J'en viens à l'article 10 du projet de loi de programmation. DCNS est une entreprise qui est en constante évolution et qui a besoin de continuer à évoluer, en particulier pour se développer sur de nouveaux marchés. Ainsi, il est dans certains cas nécessaire de travailler avec des partenaires. Or si la loi actuelle permet de créer des sociétés par apport d'actifs dans lesquelles DCNS est majoritaire, elle ne permet pas la création d'une société par apport d'actifs dans laquelle DCNS serait minoritaire. Il faudra pourtant que DCNS accepte dans certains cas de ne pas être majoritaire soit parce qu'il y aura plus de deux partenaires soit parce que le partenaire sera plus fort dans le domaine en question.

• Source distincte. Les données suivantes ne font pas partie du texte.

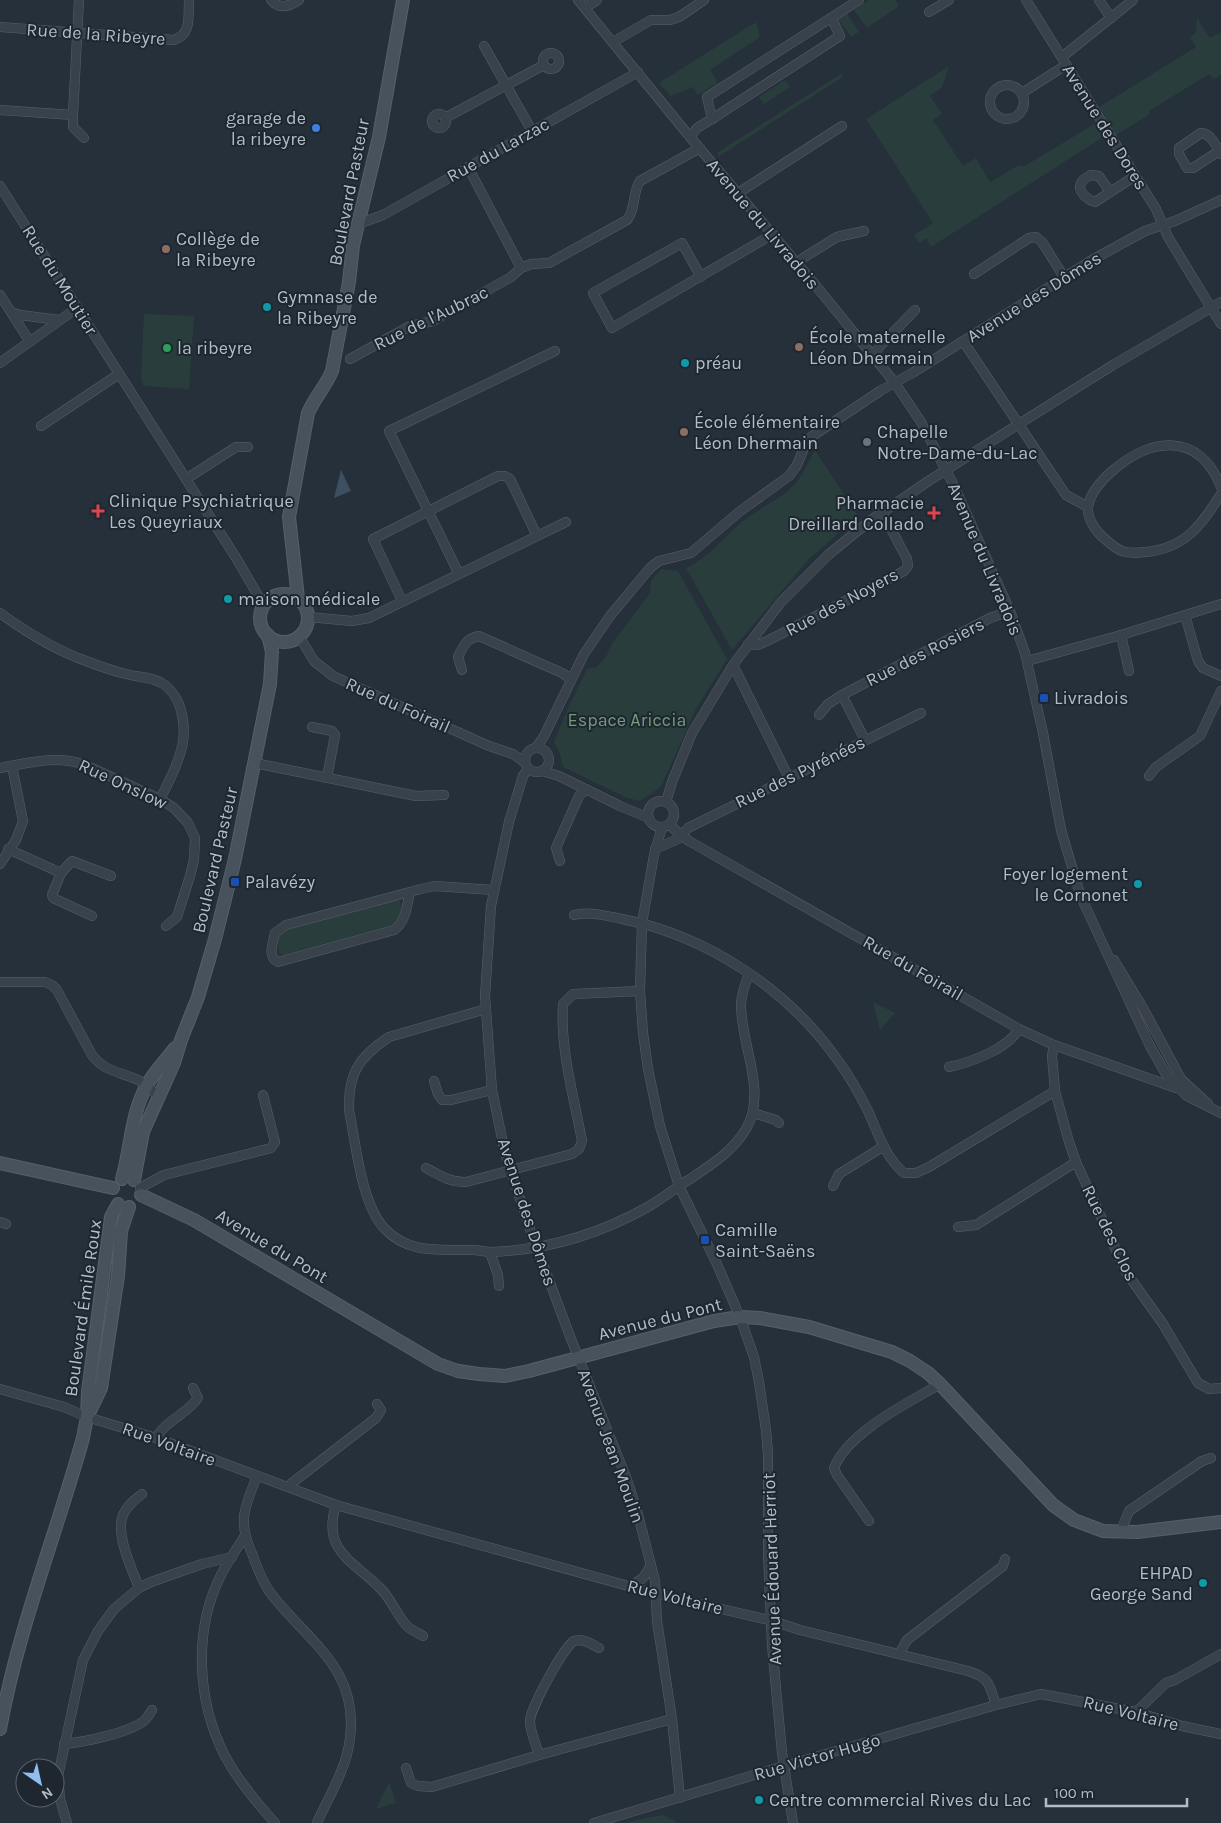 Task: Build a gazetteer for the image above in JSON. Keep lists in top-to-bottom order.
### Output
{
  "streets": {
    "main road": ["Boulevard Pasteur", "Avenue du Pont", "Boulevard Émile Roux"],
    "street": [
      "Rue de la Ribeyre",
      "Avenue des Dores",
      "Rue du Larzac",
      "Avenue du Livradois",
      "Rue du Moutier",
      "Avenue des Dômes",
      "Rue de l'Aubrac",
      "Rue des Noyers",
      "Rue des Rosiers",
      "Rue du Foirail",
      "Rue des Pyrénées",
      "Rue Onslow",
      "Rue des Clos",
      "Rue Voltaire",
      "Avenue Jean Moulin",
      "Avenue Édouard Herriot",
      "Rue Victor Hugo"
    ]
  },
  "crossings": [
    ["Avenue des Dores", "Avenue des Dômes"],
    ["Rue du Larzac", "Boulevard Pasteur"],
    ["Rue du Larzac", "Avenue du Livradois"],
    ["Boulevard Pasteur", "Rue du Moutier"],
    ["Boulevard Pasteur", "Rue du Foirail"],
    ["Boulevard Pasteur", "Avenue du Pont"],
    ["Avenue du Livradois", "Avenue des Dômes"],
    ["Avenue du Livradois", "Rue de l'Aubrac"],
    ["Avenue du Livradois", "Rue des Rosiers"],
    ["Avenue du Livradois", "Rue du Foirail"],
    ["Rue du Moutier", "Rue du Foirail"],
    ["Avenue des Dômes", "Rue du Foirail"],
    ["Avenue des Dômes", "Avenue du Pont"],
    ["Avenue des Dômes", "Avenue Jean Moulin"],
    ["Rue du Foirail", "Rue des Pyrénées"],
    ["Rue du Foirail", "Rue des Clos"],
    ["Rue du Foirail", "Avenue Édouard Herriot"],
    ["Rue des Pyrénées", "Avenue Édouard Herriot"],
    ["Avenue du Pont", "Avenue Jean Moulin"],
    ["Avenue du Pont", "Avenue Édouard Herriot"],
    ["Boulevard Émile Roux", "Rue Voltaire"],
    ["Rue Voltaire", "Avenue Jean Moulin"],
    ["Rue Voltaire", "Avenue Édouard Herriot"],
    ["Rue Voltaire", "Rue Victor Hugo"],
    ["Avenue Jean Moulin", "Rue Victor Hugo"],
    ["Avenue Édouard Herriot", "Rue Victor Hugo"]
  ],
  "parks": ["Espace Ariccia"],
  "places": {
    "other": [
      "garage de la ribeyre",
      "Collège de la Ribeyre",
      "Gymnase de la Ribeyre",
      "École maternelle Léon Dhermain",
      "la ribeyre",
      "préau",
      "École élémentaire Léon Dhermain",
      "Chapelle Notre-Dame-du-Lac",
      "maison médicale",
      "Foyer logement le Cornonet",
      "EHPAD George Sand",
      "Centre commercial Rives du Lac"
    ],
    "health": ["Clinique Psychiatrique Les Queyriaux", "Pharmacie Dreillard Collado"],
    "transit": ["Livradois", "Palavézy", "Camille Saint-Saëns"]
  },
  "scale_bar": "100 m",
  "north": "bottom right"
}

J'ai bien conscience à cet égard que l'article 10 a suscité des inquiétudes auprès des représentants syndicaux et, peut-être, des élus, certains craignant que ce ne soit la porte ouverte à une privatisation de DCNS, à la perte de son unicité ou à son démantèlement, d'autres qu'elle ne remette en cause le statut des personnels.
S'agissant de la première inquiétude, ma vision n'est pas celle d'un démantèlement mais, bien au contraire, d'un renforcement de l'entreprise dans son coeur de métier, et c'est bien pourquoi nous avons besoin de l'article 10. Ne s'agit-il pas, après tout, de mettre DCNS dans la même situation que les autres entreprises nationales non privatisables ?
Un travail de communication est en tout cas à effectuer en interne. C'est pourquoi j'ai déjà rencontré les partenaires sociaux plusieurs fois et entrepris une tournée des différents sites où je tiens à chaque fois le même langage, à savoir que notre volonté est de développer DCNS, certainement pas de démanteler l'entreprise.
Concernant le statut des personnels, l'article 10 doit au contraire permettre de renforcer encore la protection des personnels mis à la disposition de l'entreprise. Aujourd'hui, lorsque l'on crée une filiale à participation minoritaire, c'est-à-dire sans apport d'actif, comme par exemple la joint-venture que nous projetons en Malaisie pour assurer le maintien en condition opérationnelle des sous-marins, DCNS ne peut pas y envoyer l'un de ses personnels mis à la disposition, sauf à ce qu'il renonce à son statut. Demain, la loi le permettra.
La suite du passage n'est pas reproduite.